> **What is expected**
Using the data below, copy every line that contains the word "Grosso".

——

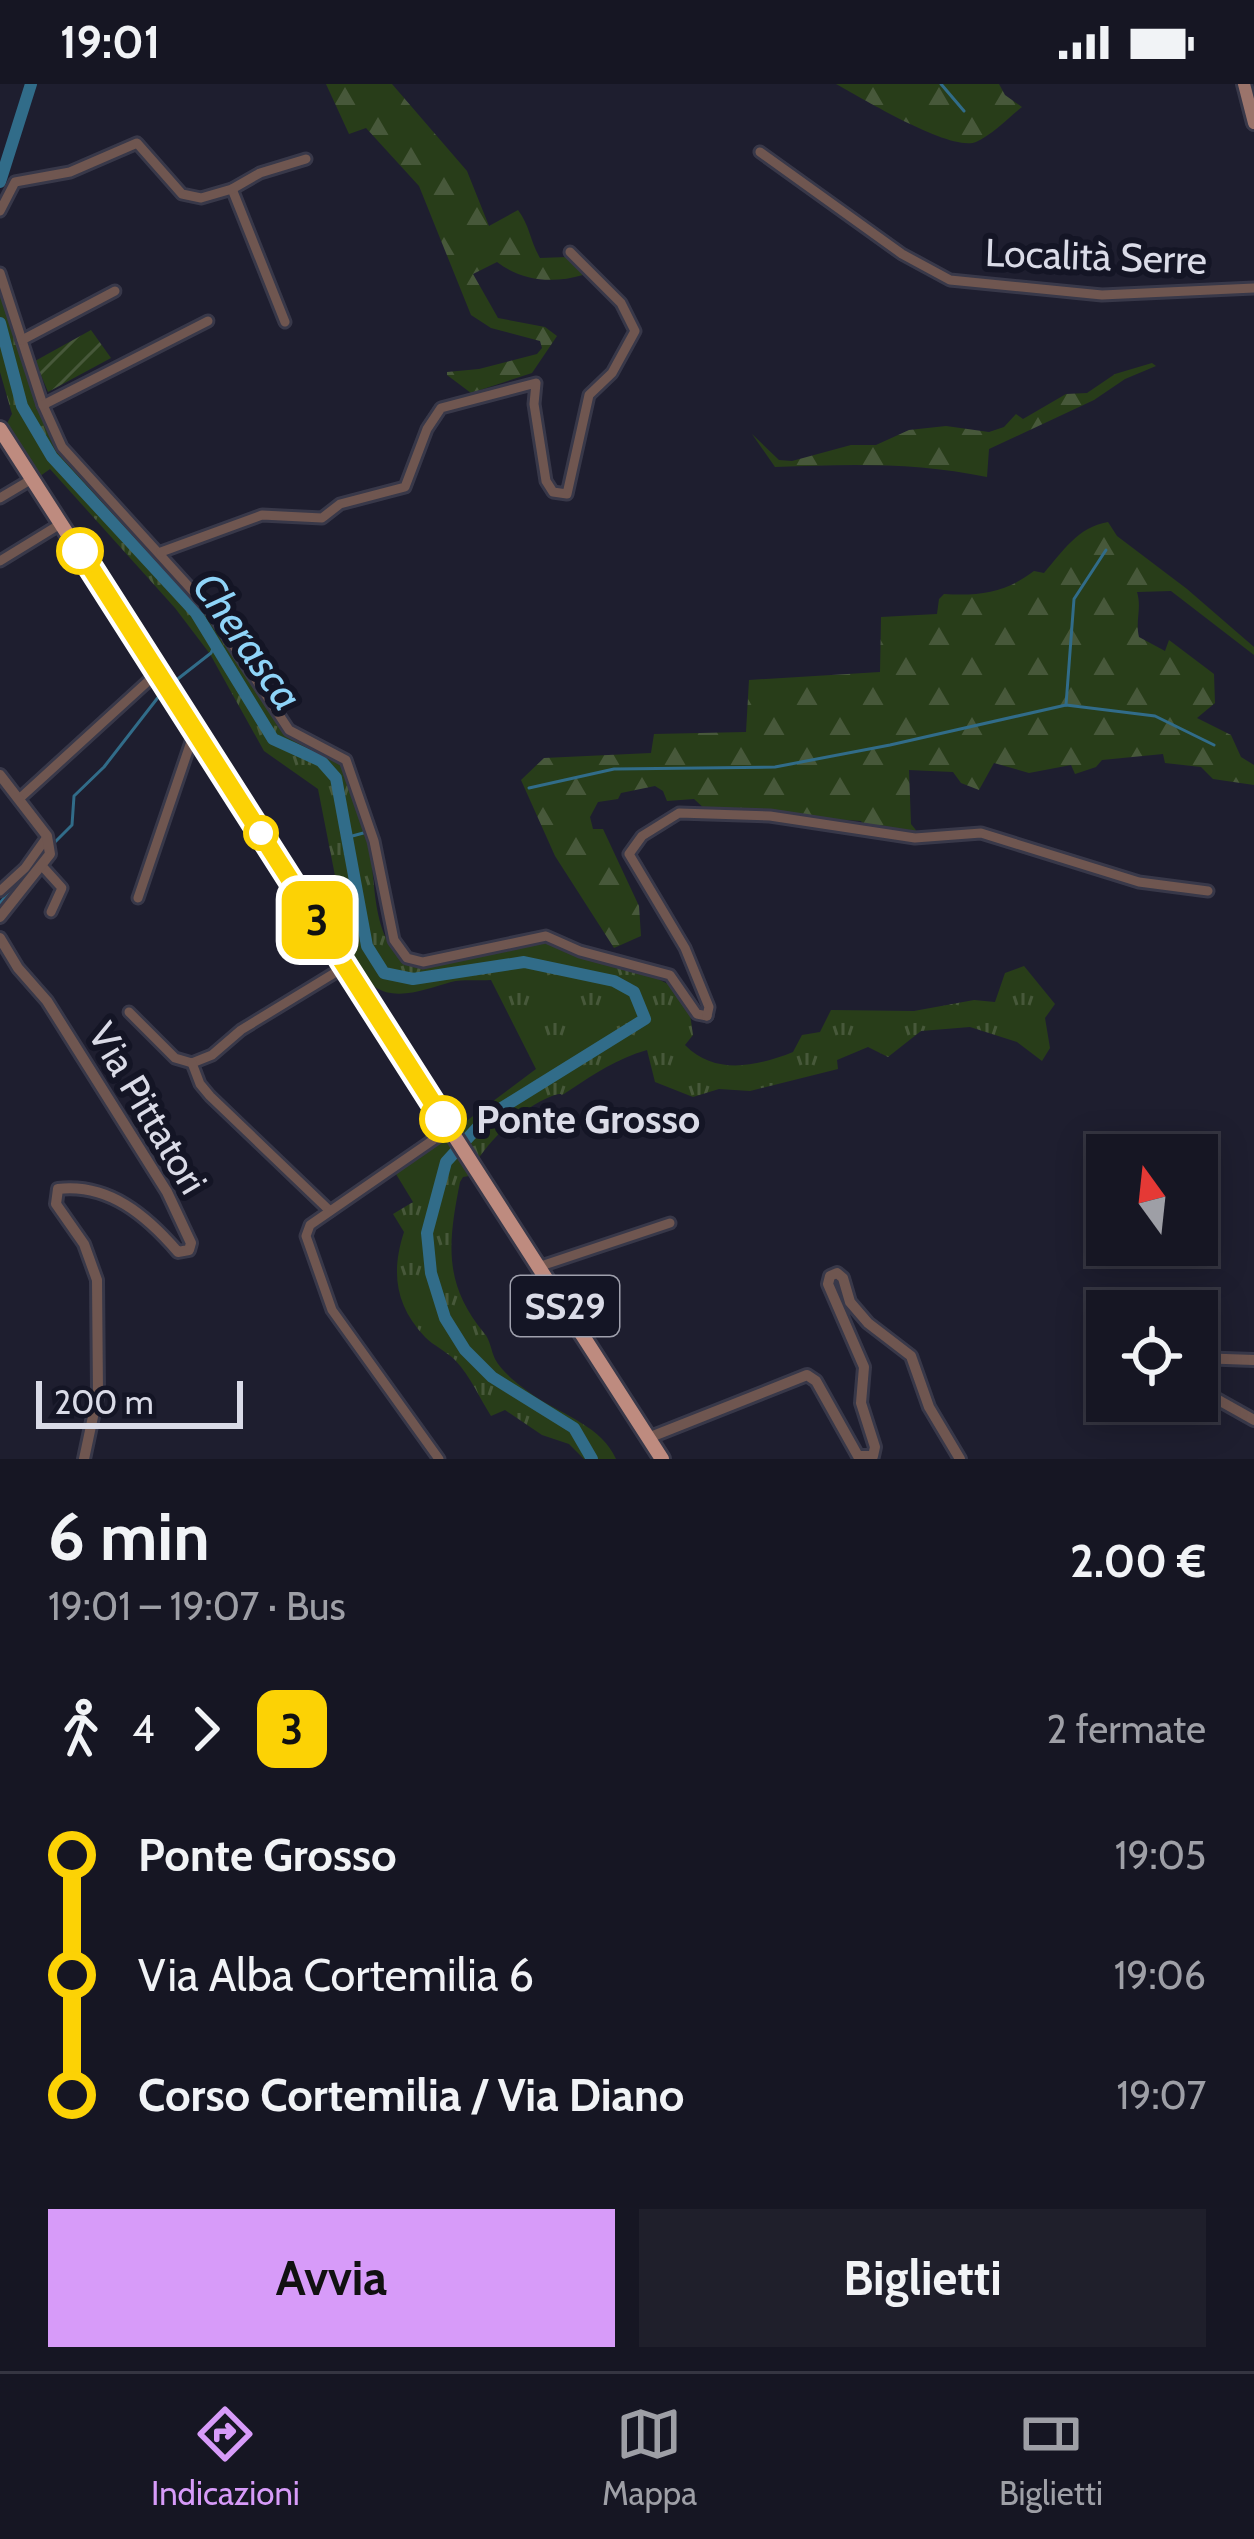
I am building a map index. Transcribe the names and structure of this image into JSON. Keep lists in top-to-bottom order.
{
  "streets": {
    "main road": ["SS29"],
    "street": ["Località Serre", "Via Pittatori"]
  },
  "water": ["Cherasca"],
  "places": ["Ponte Grosso"],
  "lines": ["bus line 3"],
  "scale_bar": "200 m",
  "north": "top",
  "page": {
    "status": "19:01",
    "on_map": "3",
    "scale": "200 m",
    "heading": ["6 min", "19:01 – 19:07 · Bus", "2.00 €"],
    "legs": ["4", "3", "2 fermate"],
    "list": [
      {
        "name": "Ponte Grosso",
        "value": "19:05"
      },
      {
        "name": "Via Alba Cortemilia 6",
        "value": "19:06"
      },
      {
        "name": "Corso Cortemilia / Via Diano",
        "value": "19:07"
      }
    ],
    "buttons": ["Avvia", "Biglietti"],
    "tabs": ["Indicazioni", "Mappa", "Biglietti"]
  }
}
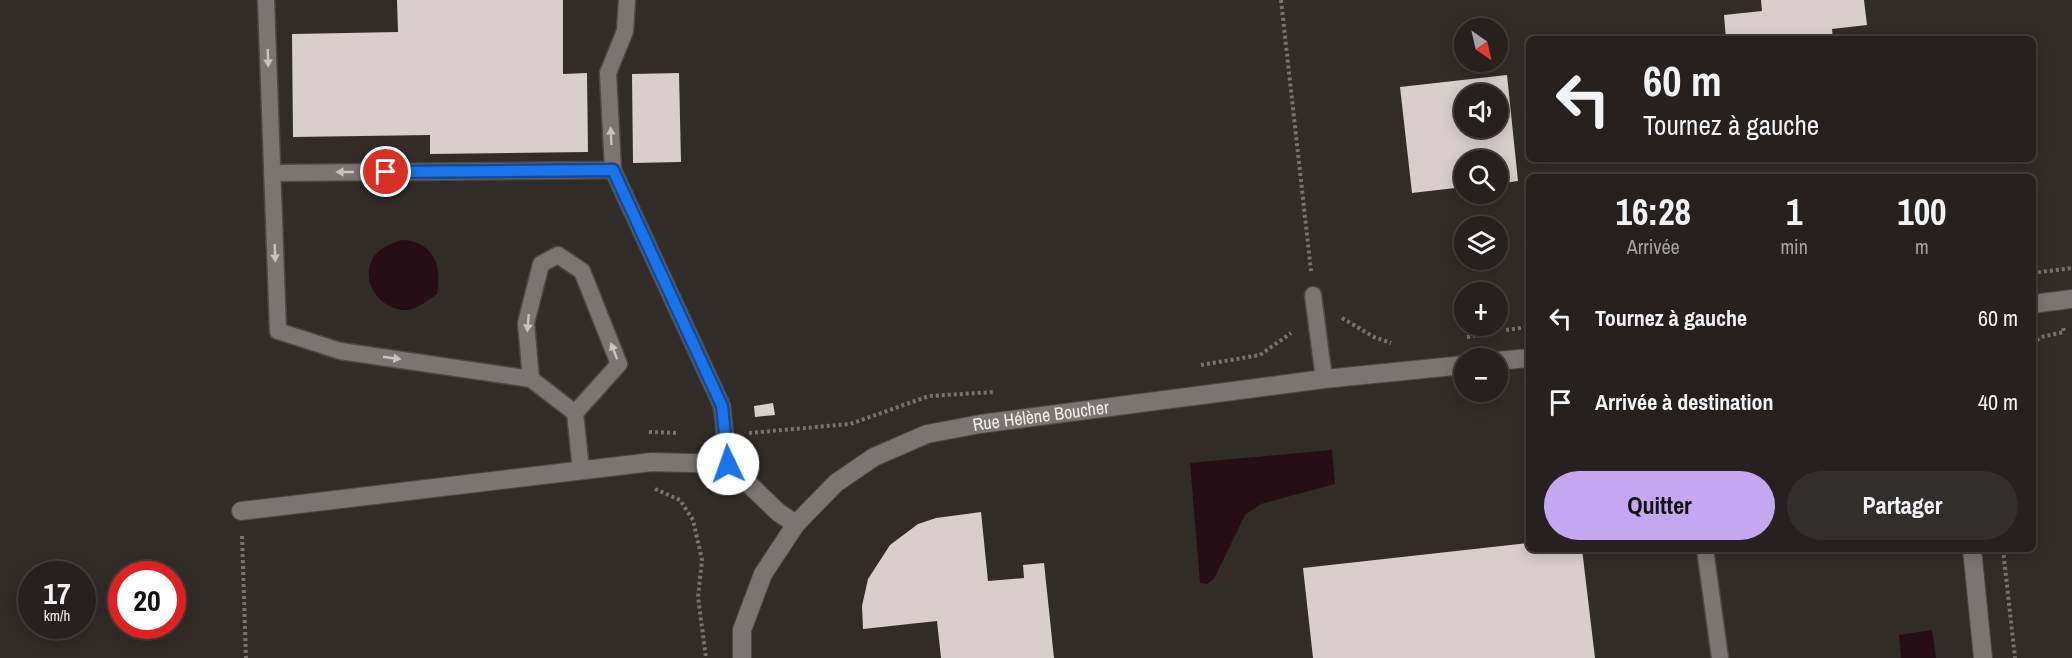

——

> **Output below**
  "places": ["Ponte Grosso"],
        "name": "Ponte Grosso",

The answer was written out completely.